In terms of its population Oranmore/Headford constitutes just under one-sixth of the constituency, which is one quota. Both will draw votes from outside the region as well, but it looks set to be a local dogfight between Grealish and Healy Eames. Whether both survive or one cancels out the other is anyone’s guess.
If Dep Grealish survives Oranmore and Fianna Fáil’s Mike Crowe is squeezed out, the battle for the final seat will be between him and Cllr Connolly. This is equally impossible to call.
Galway East looks set to be a much better prospect for Independents. The view so far is that FG will take two seats (Paul Connaughton and Ciaran Cannon ), Fianna Fáil one (Michael P Kitt ), with the remaining seat being a battle between Labour and the Independents.
Three Independents are running - councillors Sean Canney, Tim Broderick, and Pat Hynes. Of these, Canney and Broderick are the strongest.

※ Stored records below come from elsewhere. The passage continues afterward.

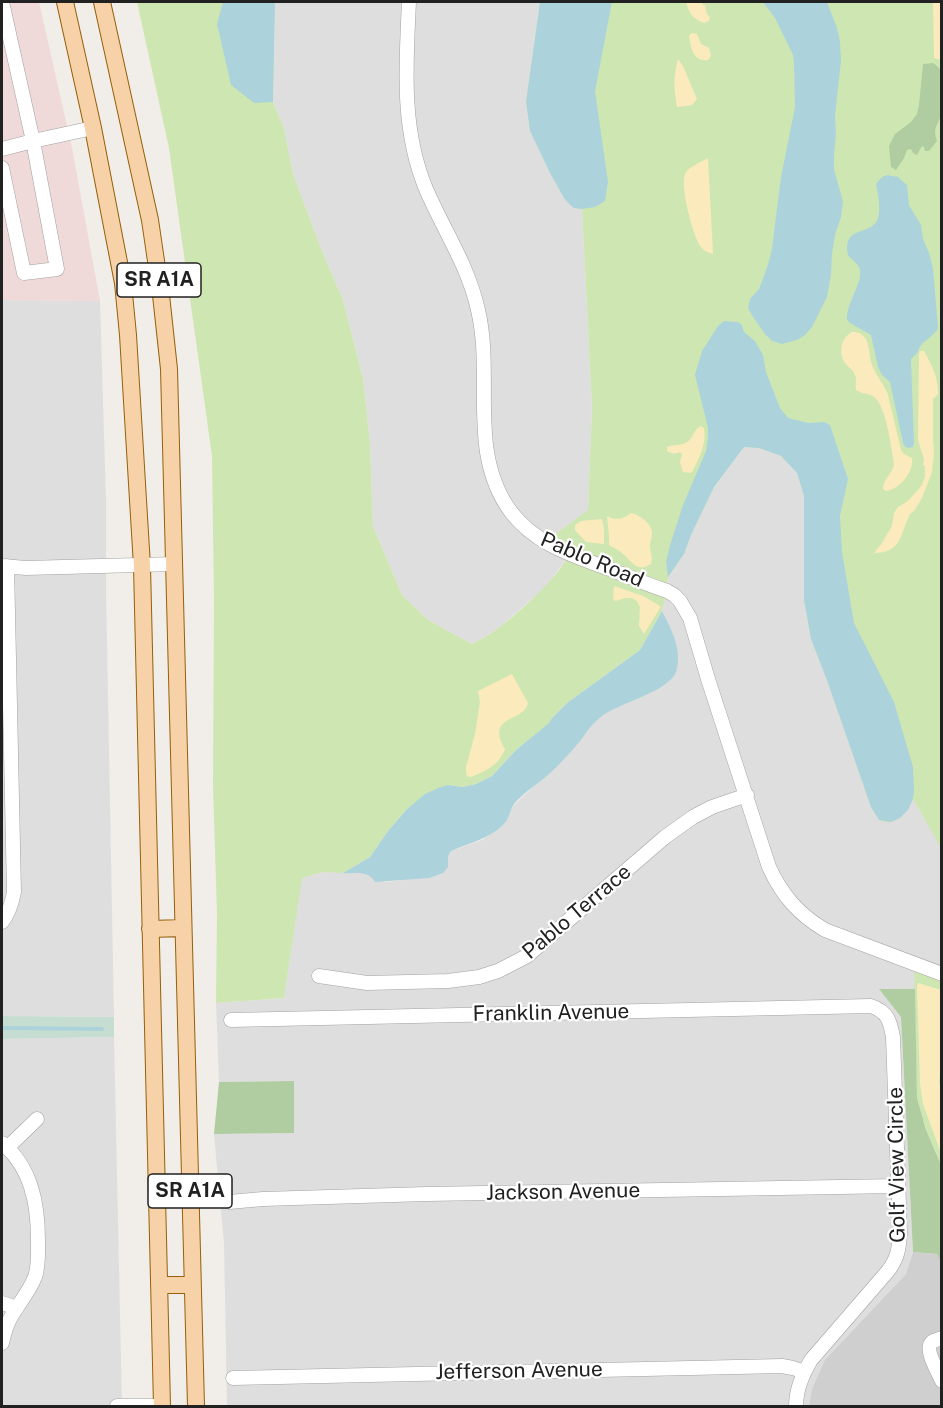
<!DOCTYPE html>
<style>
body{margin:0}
#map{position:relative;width:943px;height:1408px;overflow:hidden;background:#f1ede8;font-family:"Public Sans",sans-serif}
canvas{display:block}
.frame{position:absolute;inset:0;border:3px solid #212121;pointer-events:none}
</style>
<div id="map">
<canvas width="943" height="1408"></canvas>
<div class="frame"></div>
</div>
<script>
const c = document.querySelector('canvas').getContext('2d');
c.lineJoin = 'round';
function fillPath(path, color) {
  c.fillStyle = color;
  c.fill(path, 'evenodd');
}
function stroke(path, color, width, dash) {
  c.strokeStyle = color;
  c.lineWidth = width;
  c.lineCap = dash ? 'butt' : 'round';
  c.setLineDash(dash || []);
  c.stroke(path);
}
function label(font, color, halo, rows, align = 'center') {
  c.font = font + ' "Public Sans",sans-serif';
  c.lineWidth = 4.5;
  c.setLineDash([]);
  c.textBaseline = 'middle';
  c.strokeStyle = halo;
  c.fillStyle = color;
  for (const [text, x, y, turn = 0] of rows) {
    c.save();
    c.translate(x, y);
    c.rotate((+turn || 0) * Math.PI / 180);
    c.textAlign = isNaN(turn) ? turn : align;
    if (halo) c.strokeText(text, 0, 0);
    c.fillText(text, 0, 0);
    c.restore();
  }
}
const residential = new Path2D(`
 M275,2H540L526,103L530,131L550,173L564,198L568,203L582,209L592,407L588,510L551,537L571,547L570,554L544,589L496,630L472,644L428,620L402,595L373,526L370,444L363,378L343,300L320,246L293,174L284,128L273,102Z
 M2,300L100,301L106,500V591L114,1017L2,1016Z
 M744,447L759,448L781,456L797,473L804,496V600L811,639L828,683L913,799L942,848L941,978L914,972L915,989L880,990L901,1017L913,1252L906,1274L826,1360L812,1389L809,1406H227L224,1244L214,1134L293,1133V1081L219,1082L216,1003L284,998L301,878L323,872L366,873L373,878L386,882L404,880L448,867V856L451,851L482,840L505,823L513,806L579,742L592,724L600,717L608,711L642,697L663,685L677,649L670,627L662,611L667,591L668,577L684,554L691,535L714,487Z
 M114,1037L122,1406H2V1039Z`);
const commercial = new Path2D(`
 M2,2H39L72,148L100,301L2,300Z`);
const religious = new Path2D(`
 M913,1252L937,1254L942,1262L941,1406H809L812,1389L825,1360L906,1274Z`);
const grass = new Path2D(`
 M137,2H275L273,102L284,128L293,174L320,246L343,300L363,378L370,444L373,526L402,595L428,620L472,644C480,639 489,635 497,629C516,615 569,570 570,547L551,537L588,510L592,407L582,209L574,208L564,198L550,173L530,131L526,102L540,2H941V848L913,799C908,808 902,821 890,822C887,823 883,821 879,820L871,807L828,683L811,639L804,600V496L797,473L781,456L759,448L744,447L714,487L691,535L684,554L668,577L667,591L662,611L640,650L567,703L552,718L550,723L516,750L492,776L476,784L463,787L448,785L407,809L388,831L370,857L343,873L323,872L302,878L284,998L216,1003L217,913L213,786L214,602L212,456L169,148Z
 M914,971L941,978V1165L926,1130L917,1098Z`);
const forest = new Path2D(`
 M933,63C938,66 940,69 942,74C943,80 943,108 941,113C939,126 932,126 937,141L929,151H925L924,147L922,146L917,155L913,153L911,149L907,150L904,158L896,170L891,167L889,146L895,134L911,122L917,114L919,105L923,64Z
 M879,989H915L917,1098L926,1130L941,1165V1262L937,1254L913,1252L901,1017Z
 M294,1081V1133L214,1134L219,1082Z`);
const wetland = new Path2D(`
 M2,1016L114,1017V1037L2,1039Z`);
const sand = new Path2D(`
 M686,2H700L705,6L707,14L710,17L709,21L704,23C693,19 689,13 686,2Z
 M933,2H941V60L934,58Z
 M692,33L697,34L701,44L709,48L711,56L708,60C693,62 691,48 689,36Z
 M678,59L683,66L697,99L692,105L677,107C674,89 673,77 678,59Z
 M708,158L713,254C709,253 704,251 701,247C693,237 680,187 685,174C688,167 701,162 708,158Z
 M852,332C858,332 861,333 865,338C870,345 869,357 872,365C876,376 884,384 888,395L901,450L904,454L912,458C914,472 900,489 886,491L883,489C883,479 892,474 894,465C892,450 886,405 874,397C868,393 862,394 856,390C855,385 857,380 855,375C853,369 848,367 845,363C838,352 841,338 852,332Z
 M920,351H924C932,366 938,376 938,394L933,399V441L934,453L932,472L922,498L914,511L910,514C900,534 902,553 874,553L882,543L892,526L894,513L898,507L908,501L922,485L925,477V466L923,465L924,459L918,440L919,355Z
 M701,426L704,428C707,442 699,459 692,472L691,473L683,472L680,462L682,454L680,452C675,454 672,454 667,451V447C673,444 681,446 687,442C695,437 692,430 701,426Z
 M631,513C640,515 652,524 652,533C652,539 649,544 650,549C651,555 653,557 651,564C636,573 633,562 622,553C618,549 613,548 609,545V535L607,516C616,521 624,519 631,513Z
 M602,519L604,530V544L586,542L575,530V525L581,521Z
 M614,586L643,596L660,606V608L644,634L639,626L640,607L637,601L632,598H626L615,601L613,599Z
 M512,674L528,703C524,723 485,714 505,749C499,765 486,771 471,777L467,776L466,772V767L475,734L480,702L478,691Z
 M918,983L941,990L942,1052L939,1083L942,1095L941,1153L923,1104L920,1083L917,986Z`);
const water = new Path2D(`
 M223,2H275L273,102L254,103L231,85L217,24Z
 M540,2H612L595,91L608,182L605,201L595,207L582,209L574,208L568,203L564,198L550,173L530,131L526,102Z
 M763,2H827L837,28L840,41L841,61L835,116L836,133L834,156V169L843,202L841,217L835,235L832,254L831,275L827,297L812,327L805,335L797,340L782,344L772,341L765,334L753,317L748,308L750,299L759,289L763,279L769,261L772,248L781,177L795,107L794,63L793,55L775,18Z
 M887,175L898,177L907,185L909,205L921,225L923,239L929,253L933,268L938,328C933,338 920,341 918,352L911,359L914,443L913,447L909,448L905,447L903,443L890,382L882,375L878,367L871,335L850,323L847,320C846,302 865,281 859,267C857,263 851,259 848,255C842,224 872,237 878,218C881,208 878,194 876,184L882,177Z
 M724,321L738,322L742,325L744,332L755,341L763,355L766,372L780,408L788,418L809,423L824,422L830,425L848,479L840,516L842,552L854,623L894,702L913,767L914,791L913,799L908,810L900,818L891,822L879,820L871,807L828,683L811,639L804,600V496L797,473L781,456L759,448L744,447L714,487L691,535L684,554L668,577L666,562L670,545L683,505L706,451L708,438V428L695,375L702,351L718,326Z
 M662,611C671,628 683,651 676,672C668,692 619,703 602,716C593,723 587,731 581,740C571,752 560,764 549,774C538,784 524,792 514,804C510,810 509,819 504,824C489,839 469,843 451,851L448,856V867L443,873L429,878L375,882C368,870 356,874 343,873L370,857L388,831L407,809L425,794L438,788L448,785L463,787L476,784L492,776L516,750L549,723L552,718L567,703L640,650Z`);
const stream = new Path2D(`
 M2,1028L102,1029`);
const minor = new Path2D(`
 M409,2C406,65 401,129 426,189C444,231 468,265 478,310C494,377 467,453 511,512C536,545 575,556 612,570C630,577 648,585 667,591L674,595L680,601L690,618L708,679L769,867C782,895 798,914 825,930L942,974
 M2,149L33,141L2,2
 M2,168L24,273L57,269L33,141L93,128
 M2,566L26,568L175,564
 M2,922C9,913 12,903 14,892L7,566
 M319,976L367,983L448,981L479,977L498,971L527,956L665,837L693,817L712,807L747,795
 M231,1020L871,1006C888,1012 890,1021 893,1037L900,1233C899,1248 898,1258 888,1271L811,1360C802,1375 796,1389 796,1406
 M2,1143C31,1167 38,1203 38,1240C38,1252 39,1265 35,1277C29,1292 19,1303 11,1317C6,1325 4,1334 2,1343
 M7,1148L37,1119
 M229,1202L263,1199L427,1194L898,1186
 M2,1303L17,1308
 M942,1338C938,1340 934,1340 932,1342C924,1349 938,1372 942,1381
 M233,1378L782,1366L793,1368L804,1372
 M117,1406H162`);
const major = new Path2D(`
 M65,2L93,128L123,283L128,335L142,566L162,1406
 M102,2L150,220L161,295L169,369L196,1406
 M150,929L183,928
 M159,1285H192`);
const shields = [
 [159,280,84],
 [190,1191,84]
];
const shieldNames = [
 ["SR A1A",159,280],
 ["SR A1A",190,1191]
];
const streetNames = [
 ["Pablo Road",592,560,23],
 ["Pablo Terrace",577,912,-40],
 ["Franklin Avenue",551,1013,-1],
 ["Golf View Circle",897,1165,-91],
 ["Jackson Avenue",563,1192,-1],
 ["Jefferson Avenue",519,1371,-1]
];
fillPath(residential, '#dfdede');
fillPath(commercial, '#f0d9d9');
fillPath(religious, '#cfcfcf');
fillPath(grass, '#cee7b2');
fillPath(forest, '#afcda0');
fillPath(wetland, '#c6ded2');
fillPath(sand, '#fbebbc');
fillPath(water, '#acd3db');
stroke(stream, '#acd3db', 4);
stroke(minor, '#a2a2a2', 15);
stroke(major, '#956009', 18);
stroke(minor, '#fff', 14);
stroke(major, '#f7d1a7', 16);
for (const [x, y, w] of shields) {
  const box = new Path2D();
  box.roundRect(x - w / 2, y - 17, w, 34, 4.5);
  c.fillStyle = '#fff';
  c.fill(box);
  stroke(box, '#212121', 1.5);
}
label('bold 20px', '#212121', null, shieldNames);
label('21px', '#212121', '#fff', streetNames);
</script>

Cllr Broderick is seen as a possible dark horse and should poll well. However he is likely to be pipped at the post by Connaughton and Kitt who will take the lions share of all votes in the Ballinasloe region.
Tuam based Cllr Canney though is a very serious contender. At the 2009 locals he topped the Tuam ward poll with a staggering 3,273 first preferences, giving him a solid base to build on. His local and now general election rivals Colm Keaveney (Lab ) was on 2,519 and Tom McHugh (FG ) was on 2,845 and they have nearly all of north Galway to themselves, giving a boost to all their chances.
The battle for that seat will be hard fought and Labour has an advantage in second candidate Lorraine Higgins who can secure votes in the southern section of the constituency. However if Tuam wants a TD bad enough, it’s people will elect one as they did in 2002. Canney is a contender who cannot be written off.